Collected data:
★ ★ ★ ★

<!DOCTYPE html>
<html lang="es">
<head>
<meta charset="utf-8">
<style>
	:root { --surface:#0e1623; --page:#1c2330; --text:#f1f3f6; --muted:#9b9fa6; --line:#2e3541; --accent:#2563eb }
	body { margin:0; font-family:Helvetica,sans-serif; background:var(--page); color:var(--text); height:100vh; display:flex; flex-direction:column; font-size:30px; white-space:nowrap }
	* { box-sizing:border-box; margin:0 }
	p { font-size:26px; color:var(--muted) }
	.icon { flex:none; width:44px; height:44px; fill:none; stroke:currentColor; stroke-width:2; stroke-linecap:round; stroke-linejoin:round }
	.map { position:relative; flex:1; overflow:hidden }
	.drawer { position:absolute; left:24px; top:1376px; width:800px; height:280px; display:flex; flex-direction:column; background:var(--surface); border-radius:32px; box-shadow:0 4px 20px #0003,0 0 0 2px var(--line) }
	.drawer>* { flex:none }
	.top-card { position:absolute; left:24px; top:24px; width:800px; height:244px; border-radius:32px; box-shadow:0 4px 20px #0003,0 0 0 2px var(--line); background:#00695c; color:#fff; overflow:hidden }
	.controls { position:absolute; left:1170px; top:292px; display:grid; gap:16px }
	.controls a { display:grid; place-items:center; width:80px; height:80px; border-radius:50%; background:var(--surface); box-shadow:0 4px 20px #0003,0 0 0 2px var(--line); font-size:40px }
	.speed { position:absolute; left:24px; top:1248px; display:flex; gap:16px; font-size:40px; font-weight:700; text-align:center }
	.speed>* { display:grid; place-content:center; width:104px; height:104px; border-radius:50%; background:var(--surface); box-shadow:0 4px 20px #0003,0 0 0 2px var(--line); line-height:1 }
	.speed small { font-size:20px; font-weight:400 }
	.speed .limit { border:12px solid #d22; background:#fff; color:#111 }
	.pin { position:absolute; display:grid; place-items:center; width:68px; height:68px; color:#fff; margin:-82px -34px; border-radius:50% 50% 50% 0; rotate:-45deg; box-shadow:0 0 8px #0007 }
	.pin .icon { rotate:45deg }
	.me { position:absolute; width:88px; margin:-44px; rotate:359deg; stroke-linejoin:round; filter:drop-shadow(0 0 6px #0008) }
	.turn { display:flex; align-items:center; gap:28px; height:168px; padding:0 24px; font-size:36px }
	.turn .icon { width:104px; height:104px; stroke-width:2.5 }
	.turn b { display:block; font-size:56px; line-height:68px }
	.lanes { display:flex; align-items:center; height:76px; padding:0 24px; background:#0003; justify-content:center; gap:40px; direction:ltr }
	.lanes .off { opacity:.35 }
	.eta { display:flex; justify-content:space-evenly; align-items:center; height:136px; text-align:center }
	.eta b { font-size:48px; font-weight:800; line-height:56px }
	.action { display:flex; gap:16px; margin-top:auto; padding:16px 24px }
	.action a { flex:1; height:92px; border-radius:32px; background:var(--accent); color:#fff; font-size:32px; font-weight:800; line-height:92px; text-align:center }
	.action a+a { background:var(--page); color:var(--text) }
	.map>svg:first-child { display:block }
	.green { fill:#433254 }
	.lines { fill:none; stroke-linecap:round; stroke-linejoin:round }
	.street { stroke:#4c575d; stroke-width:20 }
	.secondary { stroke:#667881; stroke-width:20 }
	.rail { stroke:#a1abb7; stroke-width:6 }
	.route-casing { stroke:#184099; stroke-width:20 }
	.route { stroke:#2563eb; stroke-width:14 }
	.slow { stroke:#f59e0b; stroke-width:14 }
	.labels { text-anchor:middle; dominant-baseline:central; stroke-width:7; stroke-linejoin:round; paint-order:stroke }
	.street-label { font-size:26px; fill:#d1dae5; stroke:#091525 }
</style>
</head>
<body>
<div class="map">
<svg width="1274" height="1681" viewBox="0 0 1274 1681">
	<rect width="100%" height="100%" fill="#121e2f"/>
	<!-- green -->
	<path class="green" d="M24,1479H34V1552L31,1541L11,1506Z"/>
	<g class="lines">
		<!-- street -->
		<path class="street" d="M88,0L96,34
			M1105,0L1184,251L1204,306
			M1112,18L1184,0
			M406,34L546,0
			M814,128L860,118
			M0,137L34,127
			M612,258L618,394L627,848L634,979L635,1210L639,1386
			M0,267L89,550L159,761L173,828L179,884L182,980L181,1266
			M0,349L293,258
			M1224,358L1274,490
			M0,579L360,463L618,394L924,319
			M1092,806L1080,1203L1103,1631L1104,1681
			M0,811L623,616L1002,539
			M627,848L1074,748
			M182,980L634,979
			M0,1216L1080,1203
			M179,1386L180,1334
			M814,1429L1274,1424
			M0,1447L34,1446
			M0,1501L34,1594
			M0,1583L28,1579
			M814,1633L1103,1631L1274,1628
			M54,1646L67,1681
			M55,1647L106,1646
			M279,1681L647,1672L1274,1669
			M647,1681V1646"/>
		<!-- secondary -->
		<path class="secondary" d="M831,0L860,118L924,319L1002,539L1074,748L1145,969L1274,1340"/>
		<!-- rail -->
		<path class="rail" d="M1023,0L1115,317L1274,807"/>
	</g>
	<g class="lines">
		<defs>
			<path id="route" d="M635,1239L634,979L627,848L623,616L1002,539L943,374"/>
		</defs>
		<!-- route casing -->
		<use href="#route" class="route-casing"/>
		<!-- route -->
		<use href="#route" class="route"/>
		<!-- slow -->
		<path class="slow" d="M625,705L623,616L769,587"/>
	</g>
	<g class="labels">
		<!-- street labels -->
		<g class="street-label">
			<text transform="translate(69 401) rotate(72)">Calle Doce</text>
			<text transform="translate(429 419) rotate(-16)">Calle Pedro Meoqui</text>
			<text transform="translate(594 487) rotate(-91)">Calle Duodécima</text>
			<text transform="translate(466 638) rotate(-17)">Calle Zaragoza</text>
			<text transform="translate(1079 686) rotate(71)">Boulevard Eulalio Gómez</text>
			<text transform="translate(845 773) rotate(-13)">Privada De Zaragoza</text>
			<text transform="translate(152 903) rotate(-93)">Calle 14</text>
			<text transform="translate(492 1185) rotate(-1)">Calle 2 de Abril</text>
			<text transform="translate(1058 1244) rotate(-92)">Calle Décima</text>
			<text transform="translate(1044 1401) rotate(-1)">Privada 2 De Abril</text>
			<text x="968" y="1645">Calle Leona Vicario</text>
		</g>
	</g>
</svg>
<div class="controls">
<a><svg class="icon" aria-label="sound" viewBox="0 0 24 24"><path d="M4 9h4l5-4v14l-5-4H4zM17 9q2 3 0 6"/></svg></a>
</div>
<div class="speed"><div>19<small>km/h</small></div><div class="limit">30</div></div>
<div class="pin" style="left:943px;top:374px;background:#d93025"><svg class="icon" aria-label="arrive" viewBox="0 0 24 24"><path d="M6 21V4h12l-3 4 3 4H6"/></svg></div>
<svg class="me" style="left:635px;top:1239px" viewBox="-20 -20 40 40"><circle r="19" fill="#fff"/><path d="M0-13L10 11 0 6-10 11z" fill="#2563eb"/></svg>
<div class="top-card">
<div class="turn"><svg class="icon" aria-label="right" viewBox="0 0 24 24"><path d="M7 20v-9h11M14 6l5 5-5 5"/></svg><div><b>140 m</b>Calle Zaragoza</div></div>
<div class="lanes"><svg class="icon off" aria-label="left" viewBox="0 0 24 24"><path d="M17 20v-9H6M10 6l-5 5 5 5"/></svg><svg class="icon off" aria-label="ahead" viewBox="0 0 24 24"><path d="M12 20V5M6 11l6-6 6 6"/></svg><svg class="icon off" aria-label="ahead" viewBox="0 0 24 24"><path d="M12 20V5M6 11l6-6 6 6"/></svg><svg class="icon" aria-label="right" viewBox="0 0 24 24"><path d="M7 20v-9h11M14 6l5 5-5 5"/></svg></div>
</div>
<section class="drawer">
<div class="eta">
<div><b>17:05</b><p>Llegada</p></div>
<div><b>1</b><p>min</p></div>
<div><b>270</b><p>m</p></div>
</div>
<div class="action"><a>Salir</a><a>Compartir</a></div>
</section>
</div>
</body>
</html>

★ ★ ★ ★

How to complete this task ::
Beginning at the top of the data, extract each line through the line containing "flex:none; width:44px; height:44px;" and return those lines exactly, with nothing added.

Response ::
<!DOCTYPE html>
<html lang="es">
<head>
<meta charset="utf-8">
<style>
	:root { --surface:#0e1623; --page:#1c2330; --text:#f1f3f6; --muted:#9b9fa6; --line:#2e3541; --accent:#2563eb }
	body { margin:0; font-family:Helvetica,sans-serif; background:var(--page); color:var(--text); height:100vh; display:flex; flex-direction:column; font-size:30px; white-space:nowrap }
	* { box-sizing:border-box; margin:0 }
	p { font-size:26px; color:var(--muted) }
	.icon { flex:none; width:44px; height:44px; fill:none; stroke:currentColor; stroke-width:2; stroke-linecap:round; stroke-linejoin:round }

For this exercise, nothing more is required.